A characteristic behavior of OSN axons when they enter a glomerulus is to form branches. Target-derived factors play important roles in axon branching and terminal arborization in multiple systems (Diamond et al.,1992; Cohen-Cory and Fraser,1995; Wang et al.,1999). Our in vitro evidence supports the notion that Shh is one of the signals involved in OSN axon branching. When OSNs were treated with Shh-N in vitro, we observed a significant increase in the numbers of axon branch points. It is not yet clear why the OSN axons failed to enter the glomeruli when Shh function was blocked. It is possible that Shh provides the general target recognition signal to help OSN axons innervate the glomerular region. It is also possible that Shh serves as a growth promoting signal to the OSN axons. We did observe a slight increase in OSN axon elongation when Shh peptide is provided in vitro.
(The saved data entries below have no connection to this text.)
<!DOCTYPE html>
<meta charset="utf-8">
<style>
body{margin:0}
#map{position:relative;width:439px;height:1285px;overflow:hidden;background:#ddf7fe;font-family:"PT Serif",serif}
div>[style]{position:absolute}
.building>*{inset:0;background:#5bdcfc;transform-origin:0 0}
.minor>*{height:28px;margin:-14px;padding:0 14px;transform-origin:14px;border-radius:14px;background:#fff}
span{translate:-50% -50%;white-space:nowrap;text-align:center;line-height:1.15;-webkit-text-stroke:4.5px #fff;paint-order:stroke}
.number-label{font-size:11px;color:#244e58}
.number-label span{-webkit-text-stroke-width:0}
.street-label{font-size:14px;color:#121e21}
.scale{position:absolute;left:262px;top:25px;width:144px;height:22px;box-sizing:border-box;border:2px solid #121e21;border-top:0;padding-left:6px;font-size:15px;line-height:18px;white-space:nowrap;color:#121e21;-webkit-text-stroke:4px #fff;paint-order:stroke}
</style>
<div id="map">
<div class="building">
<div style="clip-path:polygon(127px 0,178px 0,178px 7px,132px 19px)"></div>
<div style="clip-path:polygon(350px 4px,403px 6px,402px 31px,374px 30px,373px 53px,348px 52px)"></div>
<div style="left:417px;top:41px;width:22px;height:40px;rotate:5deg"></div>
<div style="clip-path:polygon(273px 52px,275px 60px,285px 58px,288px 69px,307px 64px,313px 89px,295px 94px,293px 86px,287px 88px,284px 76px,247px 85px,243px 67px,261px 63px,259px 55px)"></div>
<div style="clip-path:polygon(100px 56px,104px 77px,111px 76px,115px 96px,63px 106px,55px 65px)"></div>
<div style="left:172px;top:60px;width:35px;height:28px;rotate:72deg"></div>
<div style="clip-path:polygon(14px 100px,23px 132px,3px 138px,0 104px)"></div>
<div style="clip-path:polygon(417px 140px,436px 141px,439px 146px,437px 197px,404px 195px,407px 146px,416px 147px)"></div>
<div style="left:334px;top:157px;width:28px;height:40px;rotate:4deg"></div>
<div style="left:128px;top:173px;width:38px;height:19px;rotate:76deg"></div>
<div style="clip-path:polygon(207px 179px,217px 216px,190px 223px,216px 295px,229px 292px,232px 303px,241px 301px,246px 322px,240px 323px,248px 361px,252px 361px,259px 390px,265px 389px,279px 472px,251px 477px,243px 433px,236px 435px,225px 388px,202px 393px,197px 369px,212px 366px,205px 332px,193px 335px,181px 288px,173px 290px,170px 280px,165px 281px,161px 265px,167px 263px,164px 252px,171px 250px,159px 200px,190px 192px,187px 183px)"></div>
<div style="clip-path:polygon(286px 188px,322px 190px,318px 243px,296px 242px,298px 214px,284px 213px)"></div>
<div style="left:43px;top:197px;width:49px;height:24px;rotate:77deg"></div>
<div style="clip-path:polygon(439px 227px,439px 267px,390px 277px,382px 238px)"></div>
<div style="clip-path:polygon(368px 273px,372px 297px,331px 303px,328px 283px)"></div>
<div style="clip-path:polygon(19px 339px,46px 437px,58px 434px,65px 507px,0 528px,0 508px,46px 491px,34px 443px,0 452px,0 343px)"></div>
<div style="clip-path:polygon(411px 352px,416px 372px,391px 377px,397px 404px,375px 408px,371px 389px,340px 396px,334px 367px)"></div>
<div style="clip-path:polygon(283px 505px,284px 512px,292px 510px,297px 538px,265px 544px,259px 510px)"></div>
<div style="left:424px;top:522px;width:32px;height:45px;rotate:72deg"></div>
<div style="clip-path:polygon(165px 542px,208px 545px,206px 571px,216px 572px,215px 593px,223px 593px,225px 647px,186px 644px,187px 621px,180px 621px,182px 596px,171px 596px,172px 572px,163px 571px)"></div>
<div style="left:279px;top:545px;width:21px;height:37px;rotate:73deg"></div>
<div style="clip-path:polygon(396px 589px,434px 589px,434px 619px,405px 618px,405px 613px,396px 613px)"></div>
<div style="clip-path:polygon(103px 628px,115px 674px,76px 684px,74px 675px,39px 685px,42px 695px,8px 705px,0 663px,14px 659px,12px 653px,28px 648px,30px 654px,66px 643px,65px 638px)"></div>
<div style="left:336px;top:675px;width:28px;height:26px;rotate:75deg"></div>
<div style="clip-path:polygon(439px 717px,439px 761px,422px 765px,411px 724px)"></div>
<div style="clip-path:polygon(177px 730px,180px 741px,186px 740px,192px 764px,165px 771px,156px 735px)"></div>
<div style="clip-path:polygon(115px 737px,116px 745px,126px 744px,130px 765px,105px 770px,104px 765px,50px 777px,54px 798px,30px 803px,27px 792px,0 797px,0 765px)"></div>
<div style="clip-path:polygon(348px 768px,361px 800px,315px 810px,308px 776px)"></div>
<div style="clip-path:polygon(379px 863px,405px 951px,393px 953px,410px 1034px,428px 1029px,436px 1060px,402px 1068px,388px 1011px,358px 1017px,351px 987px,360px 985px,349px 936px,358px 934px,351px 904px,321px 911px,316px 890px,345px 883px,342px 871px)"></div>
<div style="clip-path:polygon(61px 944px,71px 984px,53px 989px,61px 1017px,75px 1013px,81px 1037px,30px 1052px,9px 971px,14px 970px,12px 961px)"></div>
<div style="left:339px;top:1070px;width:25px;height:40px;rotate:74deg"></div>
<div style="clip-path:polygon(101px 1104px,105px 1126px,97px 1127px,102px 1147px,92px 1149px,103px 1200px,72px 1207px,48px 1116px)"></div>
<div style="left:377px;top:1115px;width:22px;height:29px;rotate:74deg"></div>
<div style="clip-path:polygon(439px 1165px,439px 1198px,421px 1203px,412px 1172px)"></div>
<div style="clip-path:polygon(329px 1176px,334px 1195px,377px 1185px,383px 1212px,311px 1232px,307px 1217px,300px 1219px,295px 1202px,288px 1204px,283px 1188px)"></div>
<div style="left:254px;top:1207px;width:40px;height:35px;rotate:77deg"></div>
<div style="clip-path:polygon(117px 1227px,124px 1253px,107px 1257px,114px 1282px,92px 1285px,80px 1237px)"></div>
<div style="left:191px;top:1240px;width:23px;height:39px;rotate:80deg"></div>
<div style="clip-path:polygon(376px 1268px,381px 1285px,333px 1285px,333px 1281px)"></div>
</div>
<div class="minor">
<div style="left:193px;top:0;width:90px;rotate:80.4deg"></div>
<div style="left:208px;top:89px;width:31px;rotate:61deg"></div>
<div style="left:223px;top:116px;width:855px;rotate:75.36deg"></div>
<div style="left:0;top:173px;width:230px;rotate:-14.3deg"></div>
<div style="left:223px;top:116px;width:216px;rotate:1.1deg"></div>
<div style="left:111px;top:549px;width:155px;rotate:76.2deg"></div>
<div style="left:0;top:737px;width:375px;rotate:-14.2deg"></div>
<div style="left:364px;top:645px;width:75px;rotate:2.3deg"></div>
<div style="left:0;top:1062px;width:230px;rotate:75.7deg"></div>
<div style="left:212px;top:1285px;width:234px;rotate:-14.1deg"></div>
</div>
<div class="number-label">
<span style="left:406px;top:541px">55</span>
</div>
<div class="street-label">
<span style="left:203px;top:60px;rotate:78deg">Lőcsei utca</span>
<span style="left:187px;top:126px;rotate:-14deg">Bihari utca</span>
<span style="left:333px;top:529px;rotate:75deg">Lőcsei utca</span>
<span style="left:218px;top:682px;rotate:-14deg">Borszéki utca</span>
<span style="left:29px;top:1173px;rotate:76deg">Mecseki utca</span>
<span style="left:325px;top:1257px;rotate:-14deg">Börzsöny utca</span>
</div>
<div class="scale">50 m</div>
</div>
Therefore, stalling of the immature OSN axons in the nerve layer could be caused by disturbance of the delicate balance between inhibiting and promoting cues in the glomeruli for OSN axons. When one of the promoting cues was missing, a negative growth environment was created, and OSN axons remained within the nerve layer. Further study is needed to investigate these hypotheses.